The Myth of College Affordability (The Problem Isn’t What You Think It Is)
and If you find yourself reading something that starts with a panicky freak out about crazy high college prices that make college unaffordable, STOP. Put down your tablet. Watch a kitten video. Do whatever you have to do to walk away. Why? Because everything after that sky-is-falling setup is based on a myth about college affordability.
How do we know that?
The Data
Check out the average actual prices that colleges charge here. Especially in the case of two-year institutions, or if one were to commute to college from home rather than live on campus, these average actual prices aren’t anything close to the sticker prices that get all the panicky headlines.
Even under pretty strict criteria, the most recent analysis from the National College Access Network (NCAN) found that about a quarter of four-year colleges and about half of two-year colleges were still affordable for the lowest of lower-income students.
In reality, college costs are like everything else:
- Some colleges are affordable to most people.
- Other colleges are affordable to some people.
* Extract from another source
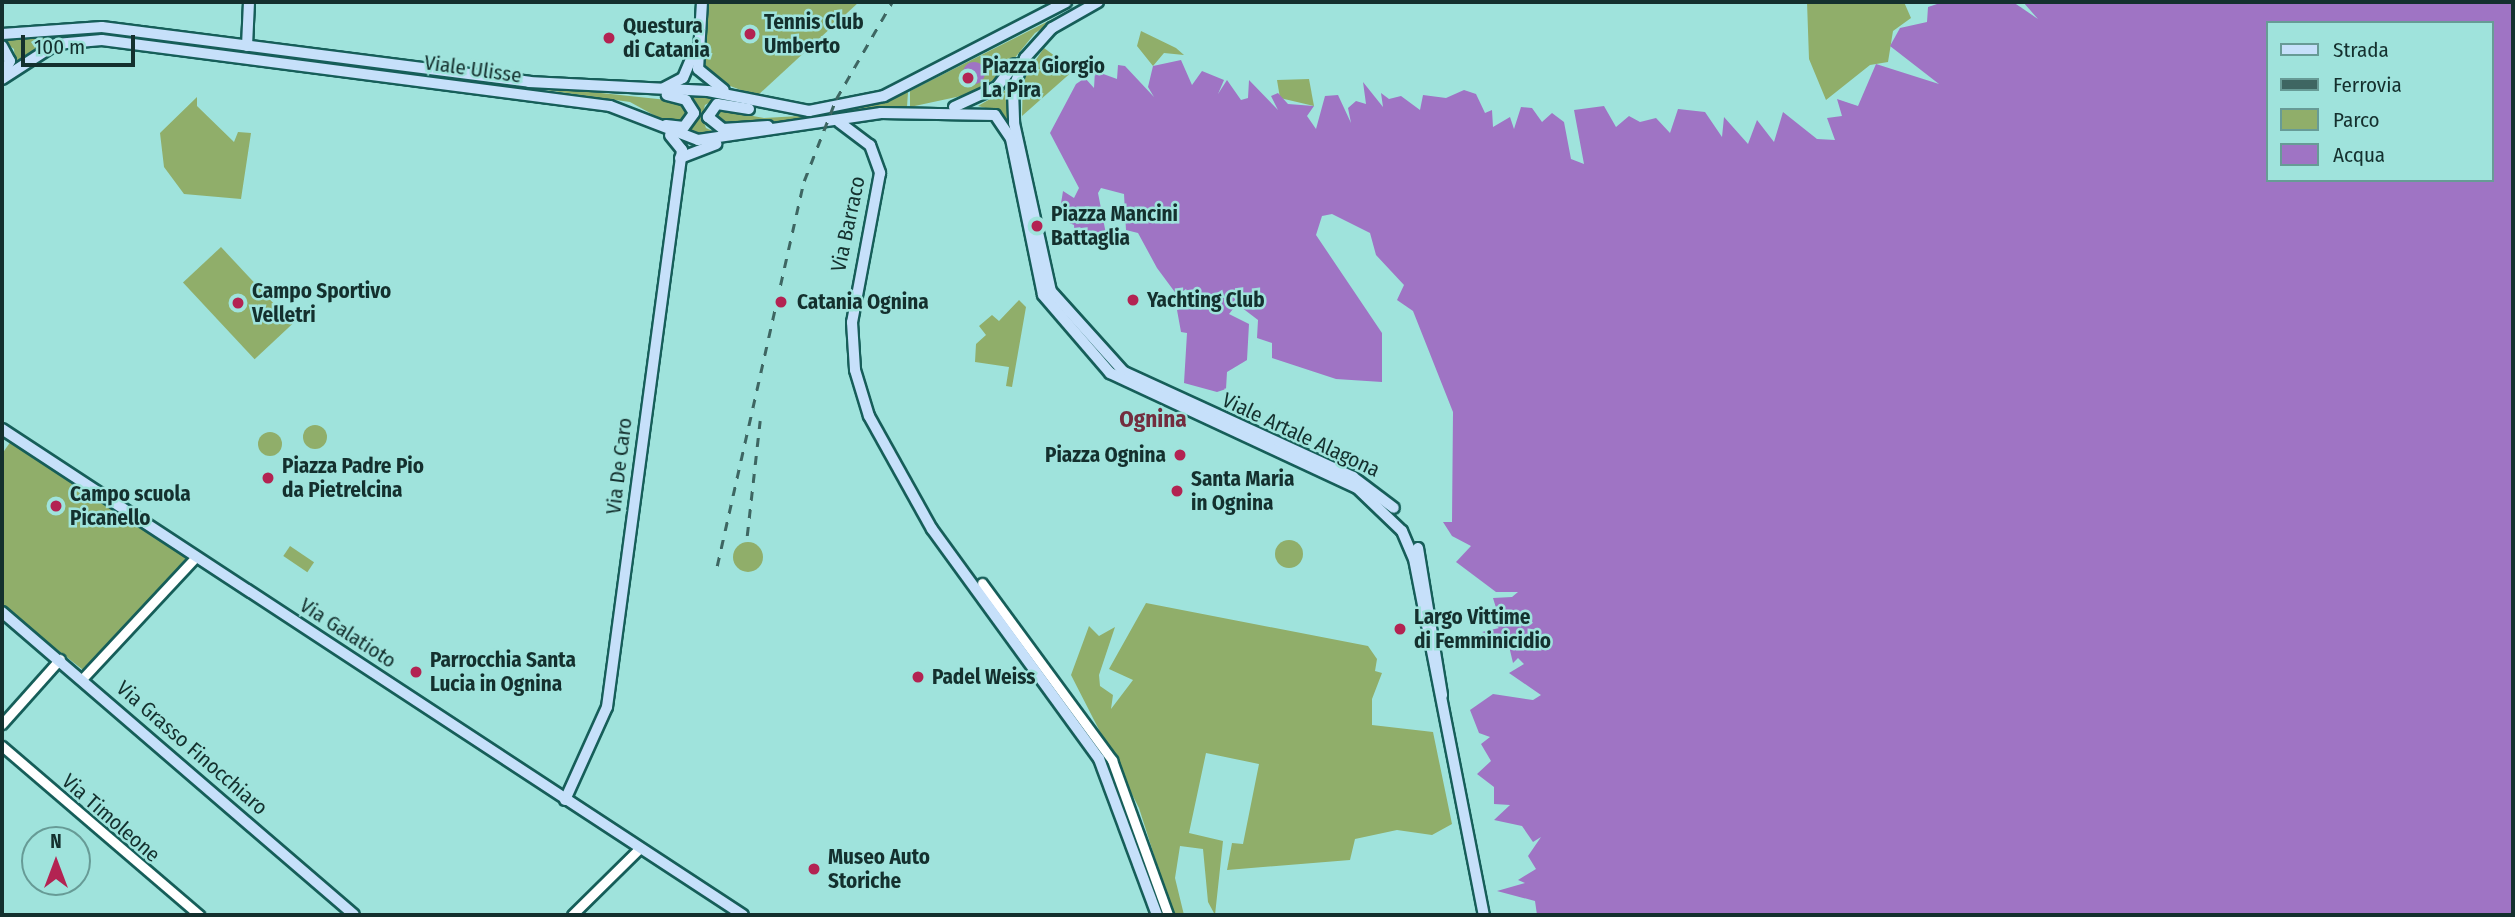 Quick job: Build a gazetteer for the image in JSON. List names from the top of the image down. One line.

- A few colleges are only affordable to a few people.
The Fallacy
But here’s where the affordability myth starts to get legs. There’s no way to find out which colleges are affordable to which students. Students have to wait until the very end of their search process – long after they’ve focused their energy and application efforts on a tiny sliver of college options and eliminated thousands of possibilities – to find out the small set of actual prices offered by the institutions from which they will make their final college choice. In this context, it’s way too easy to confuse “all colleges are unaffordable to me” with “the colleges where I applied and got accepted are unaffordable to me.”
Don’t get me wrong, there are a whole bunch of things about college pricing that are messed up (textbook costs, for example). And there are definitely situations where we need to improve affordability for certain people in certain circumstances. But actual affordability across all of higher education isn’t nearly the problem that it gets made out to be.
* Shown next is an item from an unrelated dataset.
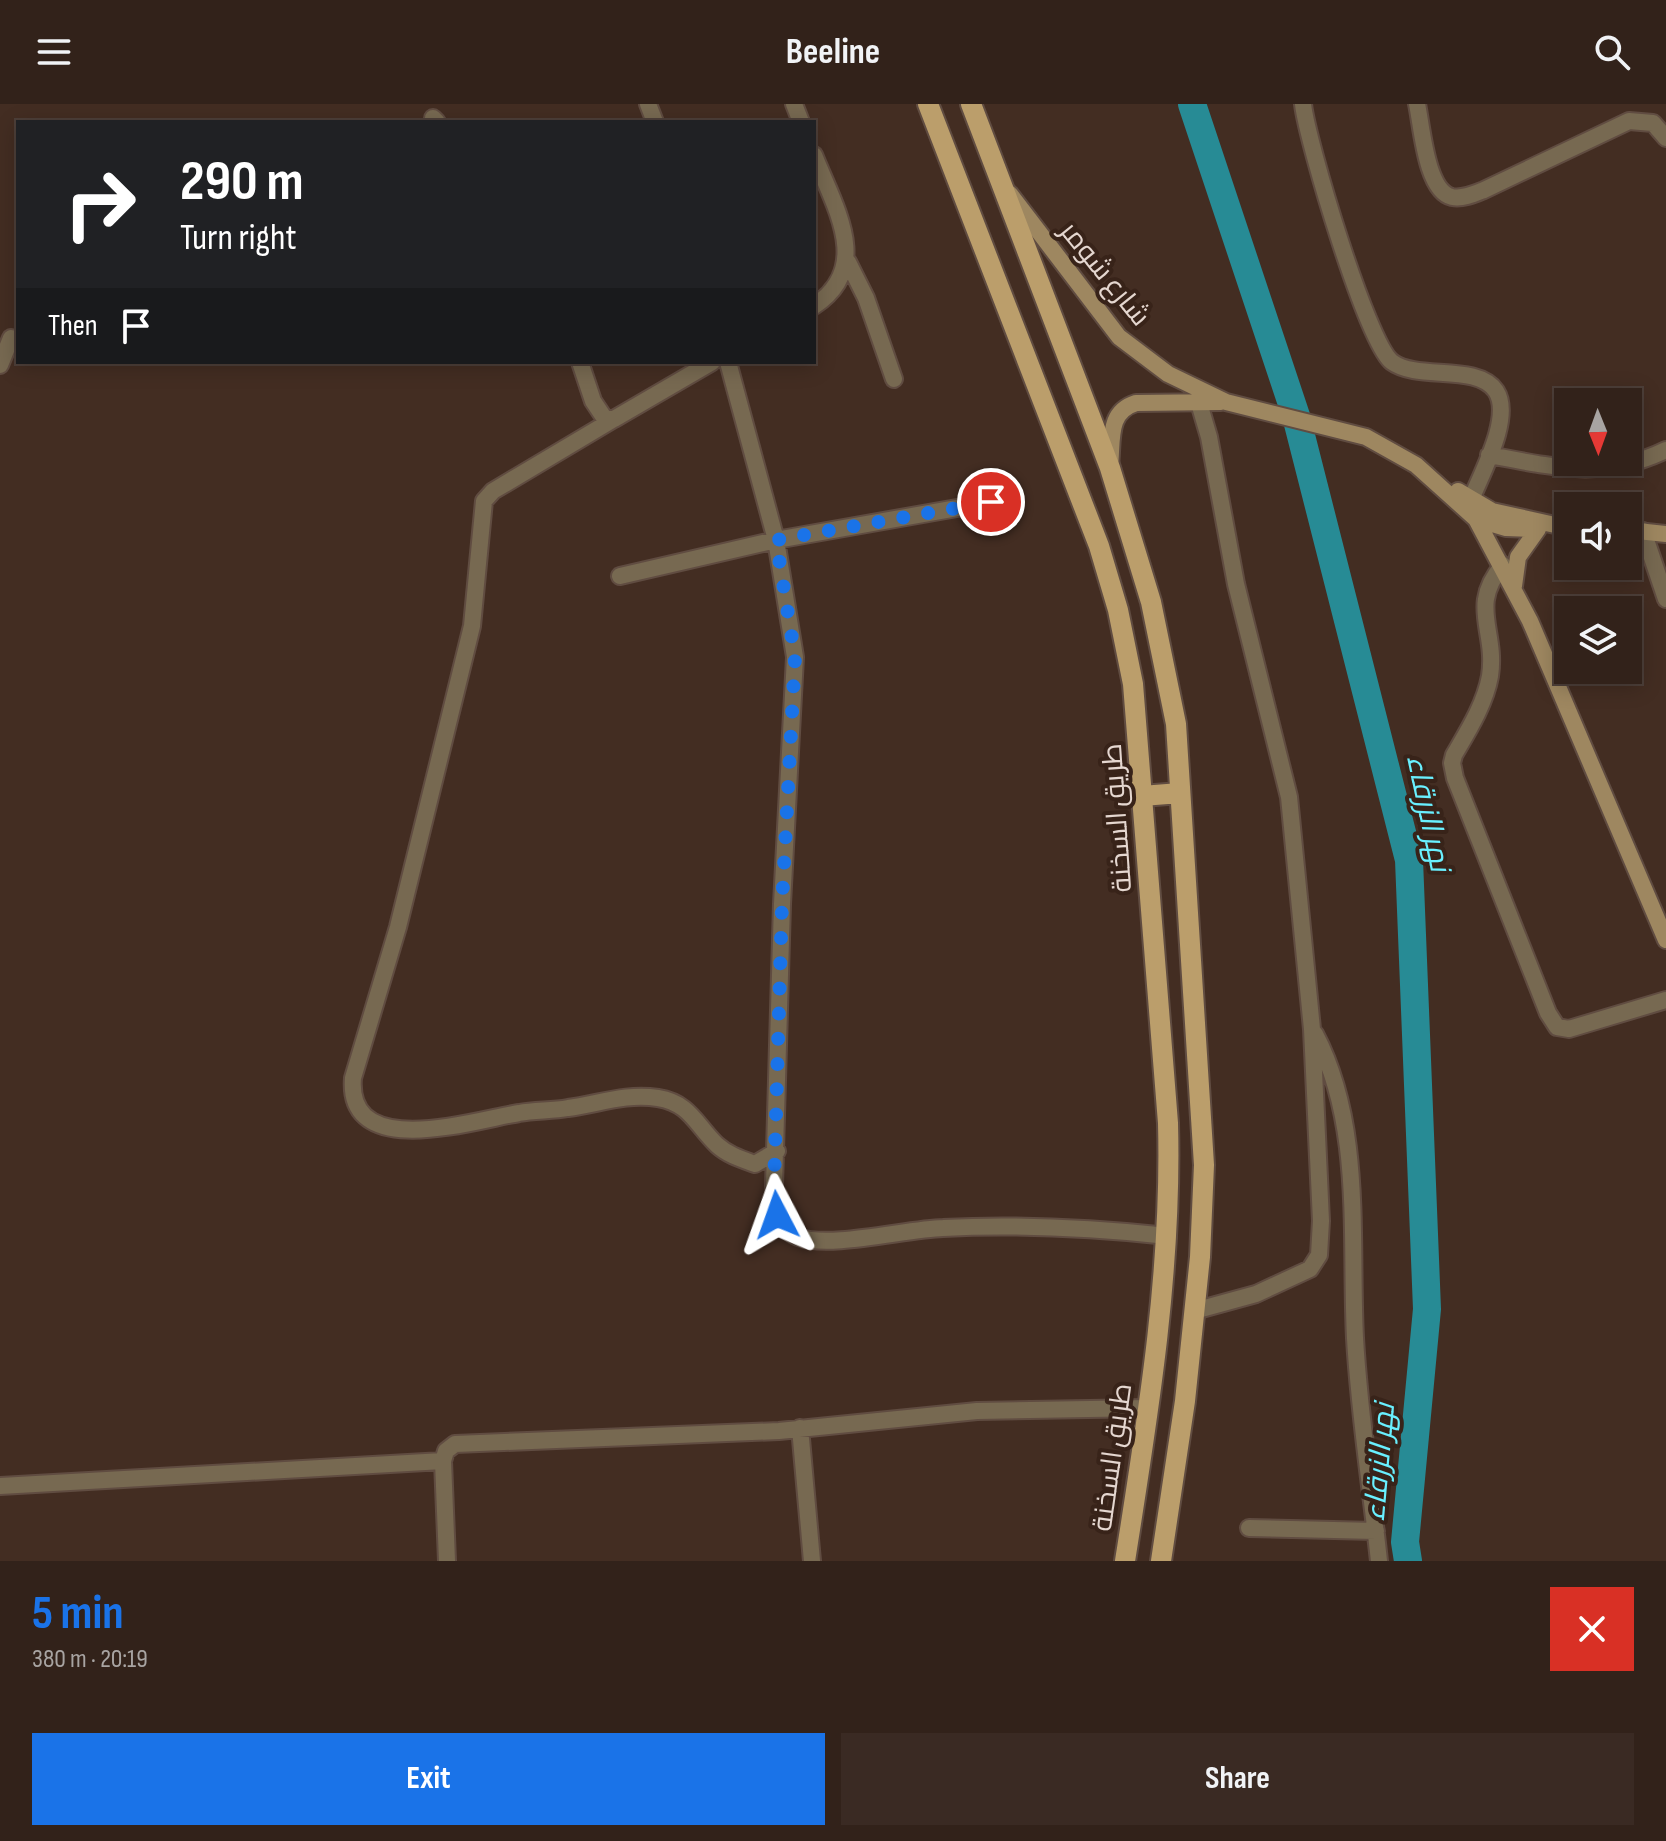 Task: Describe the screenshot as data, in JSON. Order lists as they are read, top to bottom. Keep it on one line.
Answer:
{"streets":{"main road":["شارع شومر","طريق السخنة"]},"water":["نهر الزرقاء"],"north":"bottom","page":{"header":"Beeline","turn":["290 m","Turn right"],"then":"Then","heading":["5 min","380 m · 20:19"],"buttons":["Exit","Share"]}}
Because we don’t really need every college to be affordable for everyone. We just need to have at least one affordable and accessible college option for everyone who wants to enroll.
Finding a Solution Starts with Identifying the Real Problem
Try figuring out which college or university is affordable for which kind of student. Then try starting your college search with a complete list of colleges that you know will fit your price range. In other words…
Try shopping by price.
Now you are staring at the real problem.